The roots and even the specific language of some parts of the Bill of Rights lay far back in English history. The Eighth Amendment, prohibiting excessive bail and cruel and unusual punishments, incorporates language that originated in a declaration by the House of Lords in 1316 and was repeated centuries later in the English Bill of Rights and the constitutions of a number of American states.

Other provisions reflected the changes in American life brought about by the Revolution. The most remarkable of these was constitutional recognition of religious freedom. Unlike the Declaration of Independence, which invokes the blessing of divine providence, the Constitution is a purely secular document that contains no reference to God and bars religious tests for federal officeholders. The First Amendment prohibits the federal government from legislating on the subject of religion—a complete departure from British and colonial precedent. Under the Constitution it was and remains possible, as one critic complained, for “a papist, a Mohomatan, a deist, yea an atheist” to become president of the United States. Madison was so adamant about separating church and state that he even opposed the appointment of chaplains to serve Congress and the military.

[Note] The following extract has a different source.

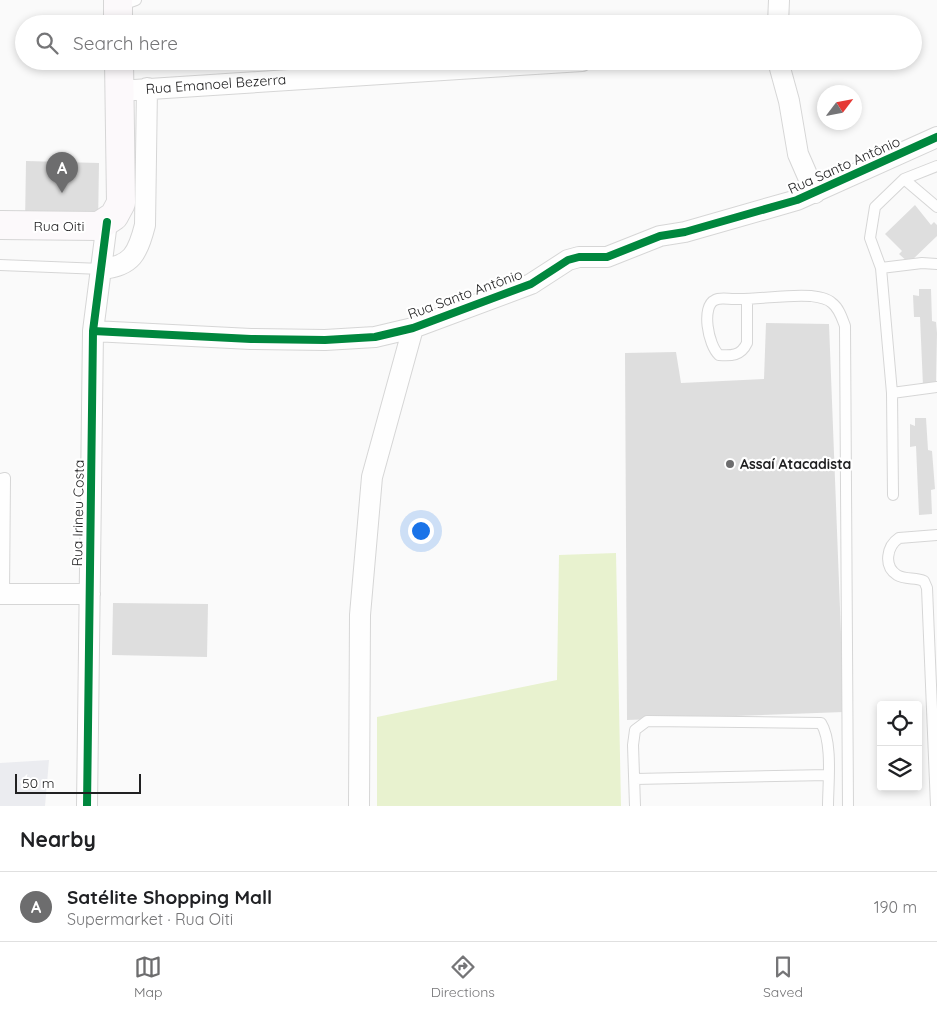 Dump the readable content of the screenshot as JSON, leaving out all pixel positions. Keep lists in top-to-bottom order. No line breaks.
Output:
{"streets":{"main road":["Rua Oiti"],"street":["Rua Emanoel Bezerra","Rua Santo Antônio","Rua Irineu Costa"]},"crossings":[["Rua Santo Antônio","Rua Irineu Costa"],["Rua Oiti","Rua Irineu Costa"]],"places":["Assaí Atacadista"],"scale_bar":"50 m","north":"top right","page":{"search":"Search here","pins":"A","scale":"50 m","heading":"Nearby","list":[{"mark":"A","name":"Satélite Shopping Mall","note":"Supermarket · Rua Oiti","value":"190 m"}],"nav":["Map","Directions","Saved"]}}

Today, when Americans are asked to define freedom, they instinctively turn to the Bill of Rights and especially the First Amendment, with its guarantees of freedom of speech, the press, and religion. Yet the Bill of Rights aroused little enthusiasm on ratification and for decades was all but ignored. Not until the twentieth century would it come to be revered as an indispensable expression of American freedom. Nonetheless, the Bill of Rights subtly affected the language of liberty. Applying only to the federal government, not the states, it reinforced the idea that concentrated national power posed the greatest threat to freedom. And it contributed to the long process whereby freedom came to be discussed in the vocabulary of rights.

Federalists—those who supported the new Constitution—tended to be concentrated in cities and nearby rural areas, while backcountry farmers were more likely to oppose the new frame of government.

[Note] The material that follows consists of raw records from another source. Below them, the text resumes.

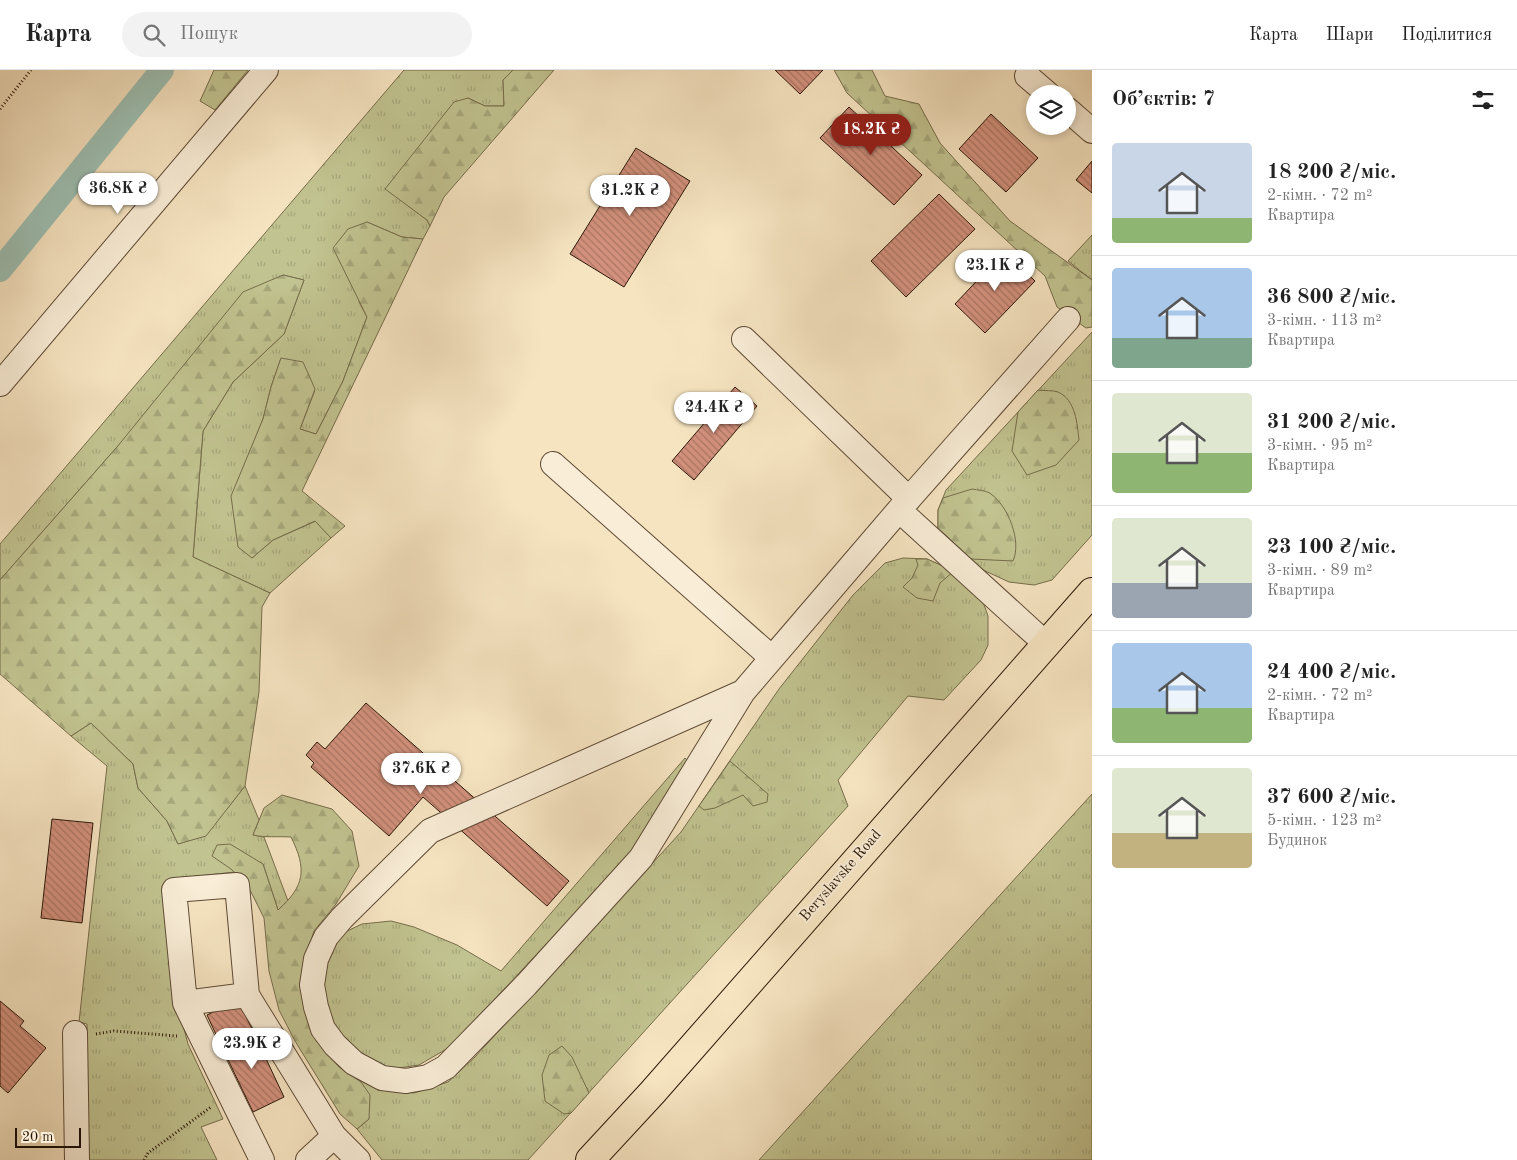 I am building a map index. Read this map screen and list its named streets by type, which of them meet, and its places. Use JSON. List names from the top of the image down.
{
  "streets": {
    "main road": ["Beryslavske Road"]
  },
  "scale_bar": "20 m",
  "page": {
    "header": "Карта",
    "search": "Пошук",
    "nav": ["Карта", "Шари", "Поділитися"],
    "heading": "Об’єктів: 7",
    "price": [
      "18.2K ₴",
      "36.8K ₴",
      "31.2K ₴",
      "23.1K ₴",
      "24.4K ₴",
      "37.6K ₴",
      "23.9K ₴"
    ],
    "list": [
      {
        "name": "18 200 ₴/міс.",
        "note": "2-кімн. · 72 m² · Квартира"
      },
      {
        "name": "36 800 ₴/міс.",
        "note": "3-кімн. · 113 m² · Квартира"
      },
      {
        "name": "31 200 ₴/міс.",
        "note": "3-кімн. · 95 m² · Квартира"
      },
      {
        "name": "23 100 ₴/міс.",
        "note": "3-кімн. · 89 m² · Квартира"
      },
      {
        "name": "24 400 ₴/міс.",
        "note": "2-кімн. · 72 m² · Квартира"
      },
      {
        "name": "37 600 ₴/міс.",
        "note": "5-кімн. · 123 m² · Будинок"
      }
    ],
    "scale": "20 m"
  }
}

Among the most important rights were freedom of speech and the press, vital building blocks of a democratic public sphere. Once an entitlement of members of Parliament and colonial assemblies, free speech came to be seen as a basic right of citizenship. Although the legal implementation remained to be worked out, and serious infringements would occur at many points in American history, the Bill of Rights did much to establish freedom of expression as a cornerstone of the popular understanding of American freedom.